Still, I was amused by my daughter's first university phone bill from Sprint. It arrived in an oversize envelope and consisted of four 8-1/2 by 11 pages informing us she owes $3.94. It must have cost them most of that amount just printing and mailing it.
The grand champion of moving charges has yet to arrive - the local utility bill, which will have a $400 "security deposit" tacked on. The fact that the money, plus interest, will be refunded after two years (which is the time it takes them to decide they can trust you) doesn't make me feel a lot better. I wonder how anyone without a line of credit can possibly afford to move at these prices.
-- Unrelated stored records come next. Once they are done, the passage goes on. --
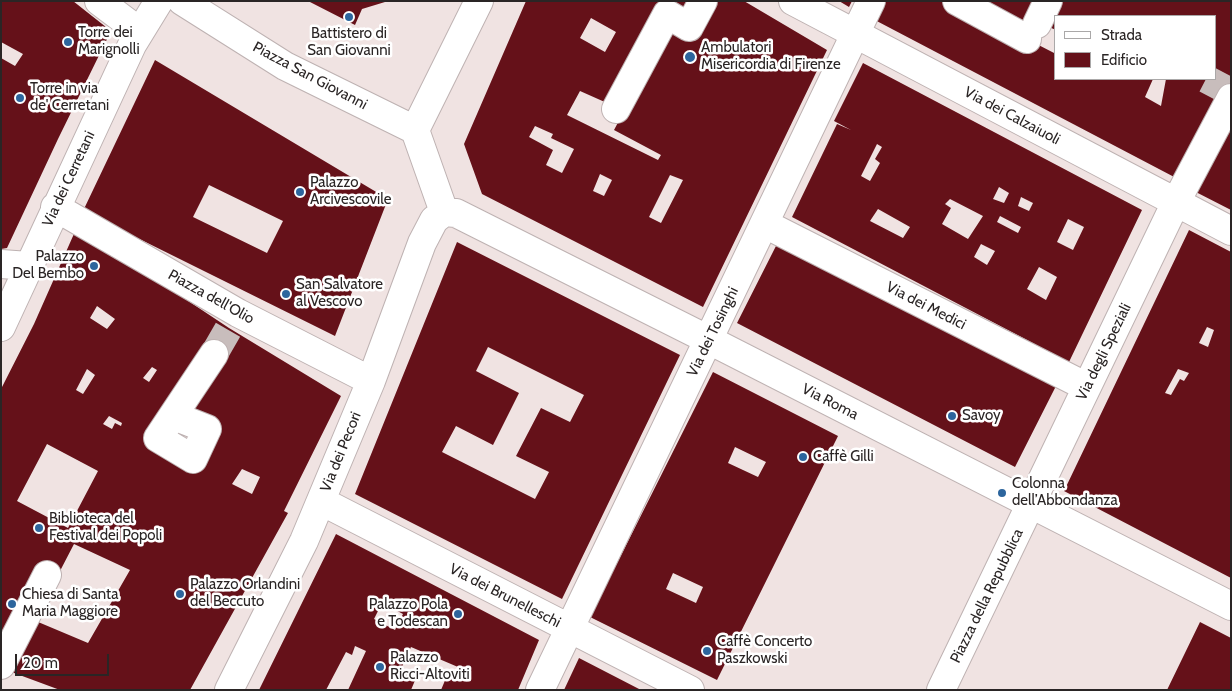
<!DOCTYPE html>
<meta charset="utf-8">
<style>
body{margin:0}
#map{position:relative;width:1232px;height:691px;overflow:hidden;background:#f0e3e2;font-family:Cabin,sans-serif}
canvas{display:block}
.frame{position:absolute;inset:0;border:2px solid #2a2525;pointer-events:none}
.legend{position:absolute;left:1054px;top:15px;width:162px;height:65px;box-sizing:border-box;background:#fff;border:1px solid #aaa8a8;margin:0;padding:6px 9px;list-style:none;font-size:15px;color:#2a2525}
.legend li{display:flex;align-items:center;gap:10px;height:25px}
.legend b{width:25px;border:1px solid #aaa8a8}
.scale{position:absolute;left:15px;top:654px;width:94px;height:22px;box-sizing:border-box;border:2px solid #2a2525;border-top:0;padding-left:6px;font-size:15px;line-height:18px;white-space:nowrap;color:#2a2525;-webkit-text-stroke:4px #fff;paint-order:stroke}
</style>
<div id="map">
<canvas width="1232" height="691"></canvas>
<div class="frame"></div>
<ul class="legend">
<li><b style="height:6px;background:#fff"></b>Strada</li>
<li><b style="height:14px;background:#651119"></b>Edificio</li>
</ul>
<div class="scale">20 m</div>
</div>
<script>
const context = document.querySelector('canvas').getContext('2d');
context.lineJoin = 'round';
function fill(path, color) { context.fillStyle = color; context.fill(path, 'evenodd'); }
const shape = rows => new Path2D(rows.map(r => 'M' + r).join(''));
function stroke(path, color, width, dash) { context.strokeStyle = color; context.lineWidth = width; context.lineCap = dash ? 'butt' : 'round'; context.setLineDash(dash || []); context.stroke(path); }
function drawText(font, color, halo, rows, align = 'center') {
  context.font = font + ' Cabin,sans-serif'; context.lineWidth = 5; context.setLineDash([]); context.textBaseline = 'middle'; context.strokeStyle = halo; context.fillStyle = color; for (const [text, x, y, turn = 0] of rows) {
    context.save(); context.translate(x, y); context.rotate((+turn || 0) * Math.PI / 180); context.textAlign = isNaN(turn) ? turn : align; if (halo) context.strokeText(text, 0, 0); context.fillText(text, 0, 0); context.restore();
  }
}
fill(shape([
 [1,1,73,1,111,31,58,139,7,248,1,249,1,58,15,66,23,54,1,42],
 [308,1,385,1,385,2,362,9,355,25],
 [526,1,698,1,686,20,667,7,664,12,659,9,607,103,580,91,567,115,658,160,661,155,614,130,671,23,690,33,708,1,744,1,827,50,703,307,482,194,464,144],
 [591,18,616,32,605,52,580,38],
 [535,126,553,134,551,138,574,149,562,173,546,165,553,150,529,137],
 [600,174,612,180,604,196,593,191],
 [670,175,683,180,661,223,649,217],
 [839,1,852,1,849,7],
 [880,1,953,1,1056,54,1056,79,1153,79,1145,97,1161,106,1166,79,1216,79,1216,16,1056,16,1056,30,1042,24,1053,1,1231,1,1231,84,1178,179,871,18],
 [963,1,1042,1,1026,34],
 [155,60,388,199,335,336,83,211],
 [209,185,283,221,267,253,193,217],
 [863,63,1142,210,1069,362,792,217,837,124,851,130,834,121],
 [877,144,882,147,875,159,880,163,870,181,861,176],
 [999,187,1009,193,1004,203,993,199],
 [1021,197,1033,203,1029,211,1018,206],
 [950,199,983,216,968,239,942,224,951,208,945,204],
 [878,209,910,227,903,238,870,221],
 [1000,216,1021,227,1018,233,997,222],
 [1068,219,1084,227,1073,250,1057,242],
 [981,244,995,251,987,265,974,257],
 [1039,267,1057,277,1046,300,1027,289],
 [1224,124,1231,128,1231,210,1188,188],
 [77,227,229,328,341,396,284,511,288,513,190,690,60,690,6,670,31,619,88,643,130,570,74,544,60,571,44,562,1,646,1,389,34,324],
 [97,306,115,319,107,329,90,318],
 [152,367,157,370,149,382,143,378],
 [87,369,95,375,83,394,76,390],
 [185,413,195,467,148,441],
 [109,416,122,423,121,426,115,423,112,429,103,424],
 [47,444,98,471,68,528,17,501],
 [242,469,260,477,252,494,232,484],
 [1189,230,1231,252,1231,578,1064,491],
 [1207,327,1214,330,1208,347,1199,343],
 [1178,369,1189,373,1184,381,1180,379,1171,395,1165,393],
 [457,242,680,355,562,599,355,494],
 [488,347,584,395,570,422,541,408,516,456,549,472,535,499,442,452,456,426,493,445,519,393,476,371],
 [777,244,1056,386,1015,467,737,323],
 [713,372,838,436,717,680,590,617],
 [735,447,766,462,758,477,728,463],
 [673,573,703,587,696,603,666,589],
 [336,534,539,640,518,690,441,690,449,671,456,674,458,667,411,647,400,671,416,678,411,690,348,690,366,651,355,646,352,655,346,652,326,690,259,690],
 [382,603,403,614,395,630,374,619],
 [1200,622,1231,638,1231,690,1167,690],
 [579,658,641,690,564,690]
]), '#651119');
stroke(shape([
 [1206,79,1227,90],
 [214,354,229,328]
]), '#c8bdbc', 28, [28, 14]);
const minor = shape([
 [99,1,140,32],
 [182,1,285,66,415,130,444,212],
 [793,1,1231,231],
 [957,1,1027,39],
 [1037,24,1048,1],
 [616,109,667,14,689,27,703,1],
 [415,130,479,1],
 [55,207,238,313,371,381],
 [444,212,456,213,709,340,1231,606],
 [765,224,1087,387],
 [1,264,29,266],
 [1,327,132,45,159,1],
 [174,416,207,429,193,459,158,438,214,354],
 [321,501,690,690],
 [1,665,47,575],
 [229,690,304,541,371,381,422,243,434,220,444,212],
 [540,690,871,1],
 [941,690,1176,202,1231,98]
]);
stroke(minor, '#beb2b2', 30);
stroke(minor, '#fff', 28);
for (const [x, y, r, color] of [
 [349,17,5,"#2c659d"],
 [68,42,5,"#2c659d"],
 [690,57,6,"#2c659d"],
 [20,98,5,"#2c659d"],
 [300,192,5,"#2c659d"],
 [94,266,5,"#2c659d"],
 [286,294,5,"#2c659d"],
 [952,416,5,"#2c659d"],
 [803,457,5,"#2c659d"],
 [1002,493,5,"#2c659d"],
 [39,528,5,"#2c659d"],
 [180,594,5,"#2c659d"],
 [12,604,5,"#2c659d"],
 [458,614,5,"#2c659d"],
 [707,651,5,"#2c659d"],
 [380,667,5,"#2c659d"]
]) { const dot = new Path2D(); dot.arc(x, y, r, 0, 2 * Math.PI); context.fillStyle = color; context.fill(dot); stroke(dot, '#fff', 2); }
drawText('15px', '#2a2525', '#fff', [
 ["Torre dei",78,33],
 ["Marignolli",78,50],
 ["Battistero di",349,34,"center"],
 ["San Giovanni",349,51,"center"],
 ["Ambulatori",701,48],
 ["Misericordia di Firenze",701,65],
 ["Torre in via",30,89],
 ["de' Cerretani",30,106],
 ["Palazzo",310,183],
 ["Arcivescovile",310,200],
 ["Palazzo",84,257,"right"],
 ["Del Bembo",84,274,"right"],
 ["San Salvatore",296,285],
 ["al Vescovo",296,302],
 ["Savoy",962,416],
 ["Caffè Gilli",813,457],
 ["Colonna",1012,484],
 ["dell’Abbondanza",1012,501],
 ["Biblioteca del",49,519],
 ["Festival dei Popoli",49,536],
 ["Palazzo Orlandini",190,585],
 ["del Beccuto",190,602],
 ["Chiesa di Santa",22,595],
 ["Maria Maggiore",22,612],
 ["Palazzo Pola",448,605,"right"],
 ["e Todescan",448,622,"right"],
 ["Caffè Concerto",717,642],
 ["Paszkowski",717,659],
 ["Palazzo",390,658],
 ["Ricci-Altoviti",390,675]
], 'left');
drawText('15px', '#2a2525', '#fff', [
 ["Piazza San Giovanni",310,76,28],
 ["Via dei Calzaiuoli",1012,116,28],
 ["Via dei Cerretani",69,179,-65],
 ["Piazza dell'Olio",211,297,29],
 ["Via dei Medici",926,306,27],
 ["Via dei Tosinghi",713,332,-64],
 ["Via degli Speziali",1104,352,-64],
 ["Via Roma",830,402,27],
 ["Via dei Pecori",341,452,-68],
 ["Via dei Brunelleschi",505,596,27],
 ["Piazza della Repubblica",987,596,-64]
]);
</script>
I'm not the only consumer confused by my own household bills. A friend admits she pays her bills blindly, never sure whether they're accurate or even whether she actually owes them. She tried to renew a magazine subscription this fall, only to find she had paid it twice the year before - at the most expensive rate.
Adding insult to injury, her credit card bill arrives without an envelope in which to return her payment. She had to phone to have them send her some envelopes - and she got a lecture about how most customers pay by phone or Internet.
I'm old-fashioned. I want one bill per service and I want all the charges summarized on one page. I want an envelope for my payment and I don't want three or four flyers outlining more ways of emptying my wallet. Most of all, I want energy to be regulated again, so I can be sure someone is keeping tabs on the excesses of the companies who supply me.
The topper for me arrived last week in the form of a $106 bill for the rental hot water heater. We've only lived here two months. How is this possible? But I'm afraid to phone the company.
Last time I complained, they said they'd check, put me on hold ... and never, ever came back.